Categorical Predictors
We’ll begin by looking at several examples of models with categorical predictors. Traditionally, these are all different types of “ANOVA” (ANalysis Of VAriance), but research methods teaching at Sussex teaches all of these models in the framework of the general linear model.
Comparing Several Means
Our first model will be linear model with a categorical predictor with more than two categories - traditionally a “one-way independent ANOVA”. For our practice today, we’ll look at the differences in the STARS Asking for Help subscore by gender.
This section is derived from discovr_11, which also has more explanations and advanced techniques.
Plot
Let’s start by visualising our variables. The discovr tutorial also includes code for a table of means and CIs, which we won’t cover here.
Fit the Model
As mentioned above, this model is taught as a linear model with a categorical predictor. That’s literal: we’re going to use the lm() function to fit the model. It was a bit ago, but we covered the linear model and lm() function in more depth back in Tutorial 04.
Unfortunately, we’ll need to make a quick change to our data beforehand.
Next up, we need to fit the model. There’s absolutely no difference between this and what we did previously in Tutorial 04, at all, so let’s use the same technique to fit a linear model with STARS Asking for Help subscale score as the outcome and gender as the predictor, and save this model as stars_lm.
stars_lm <- lm(stars_help_score ~ gender, data = anx_data)Next, again just as we did previously, we can get model fit statistics and an F ratio for the model using broom::glance().
broom::glance(stars_lm)In discovr_11, though, we see that we can use the anova() function as well. We used this previously to compare models, but given only one model, it will instead compare that model to the null model (i.e. the mean of the outcome). The tutorial also provides code to get an omega effect size.
anova(stars_lm) |>
parameters::model_parameters(effectsize_type = "omega")Finally, we can get a look at the model parameters using broom::tidy(), and see what R has done about our categorical predictor.

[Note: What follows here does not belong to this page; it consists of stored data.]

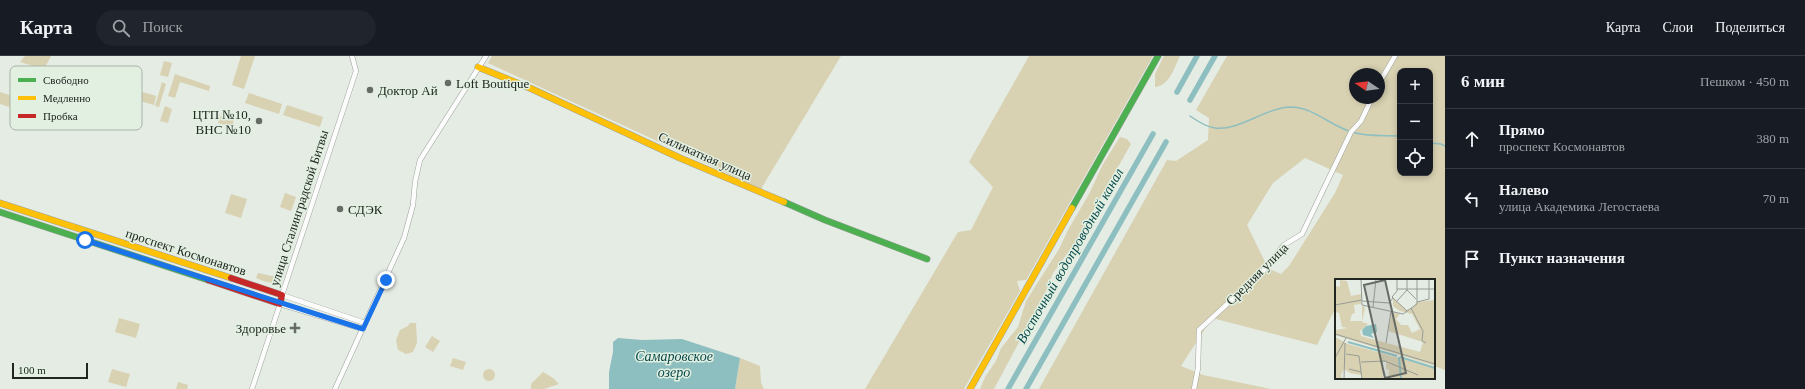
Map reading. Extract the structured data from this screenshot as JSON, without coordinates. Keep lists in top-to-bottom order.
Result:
{
  "streets": {
    "street": [
      "Силикатная улица",
      "улица Сталинградской Битвы",
      "проспект Космонавтов",
      "Средняя улица"
    ]
  },
  "crossings": [
    ["улица Сталинградской Битвы", "проспект Космонавтов"]
  ],
  "water": ["Восточный водопроводный канал", "Самаровское озеро"],
  "places": {
    "other": [
      "Loft Boutique",
      "Доктор Ай",
      "ЦТП №10, ВНС №10",
      "СДЭК"
    ],
    "health": ["Здоровье"]
  },
  "legend": ["Свободно", "Медленно", "Пробка"],
  "scale_bar": "100 m",
  "north": "left",
  "page": {
    "header": "Карта",
    "search": "Поиск",
    "nav": ["Карта", "Слои", "Поделиться"],
    "heading": ["6 мин", "Пешком · 450 m"],
    "map_buttons": ["+", "−"],
    "list": [
      ["Прямо", "проспект Космонавтов", "380 m"],
      ["Налево", "улица Академика Легостаева", "70 m"],
      "Пункт назначения"
    ],
    "scale": "100 m"
  }
}
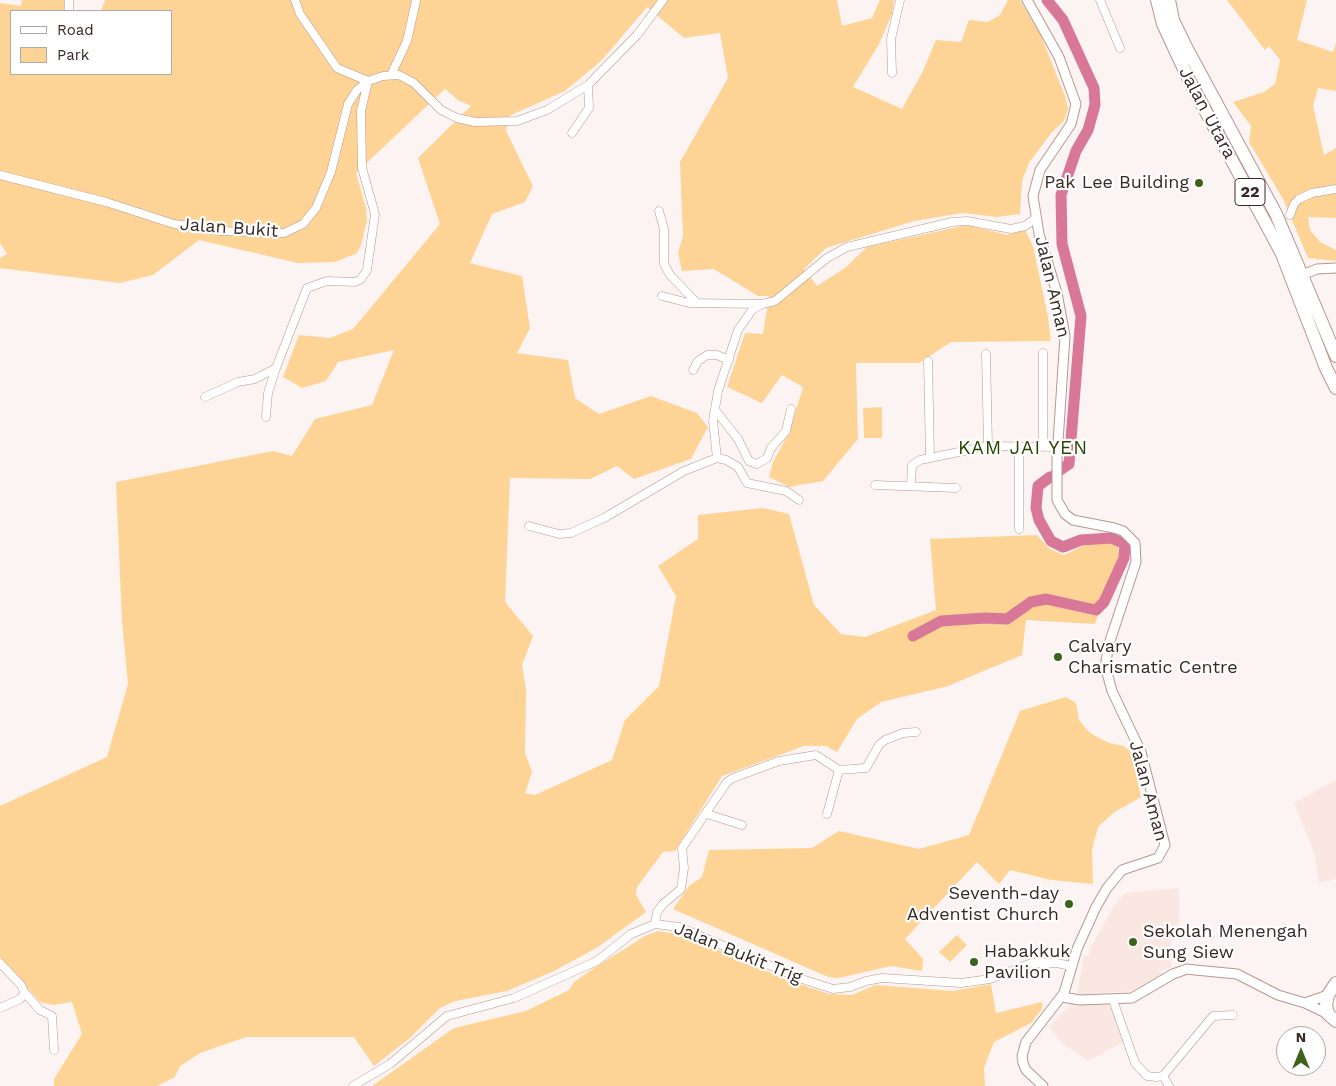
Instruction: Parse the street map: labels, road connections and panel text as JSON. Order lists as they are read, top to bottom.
{
  "streets": {
    "highway": ["Jalan Utara", "22"],
    "street": ["Jalan Bukit", "Jalan Aman", "Jalan Bukit Trig"]
  },
  "crossings": [
    ["Jalan Aman", "Jalan Bukit Trig"]
  ],
  "districts": ["KAM JAI YEN"],
  "places": [
    "Pak Lee Building",
    "Calvary Charismatic Centre",
    "Seventh-day Adventist Church",
    "Sekolah Menengah Sung Siew",
    "Habakkuk Pavilion"
  ],
  "legend": ["Road", "Park"],
  "north": "top"
}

broom::tidy(stars_lm, conf.int = TRUE)To read this output, we need to know a few things about how R deals with categorical predictors by default.
Unless we specify comparisons/contracts, lm() will by default fit a model with the first category as the baseline. What do we mean by the “first”? Here, the first alphabetically. Our categories were female, male, non-binary, and other_pnts, so the first is “female”. (You can see in the plot as well that the categories have been automatically ordered this way.) This means that the intercept represents the mean of the outcome in the baseline group - here, the mean Asking for Help anxiety score in female participants.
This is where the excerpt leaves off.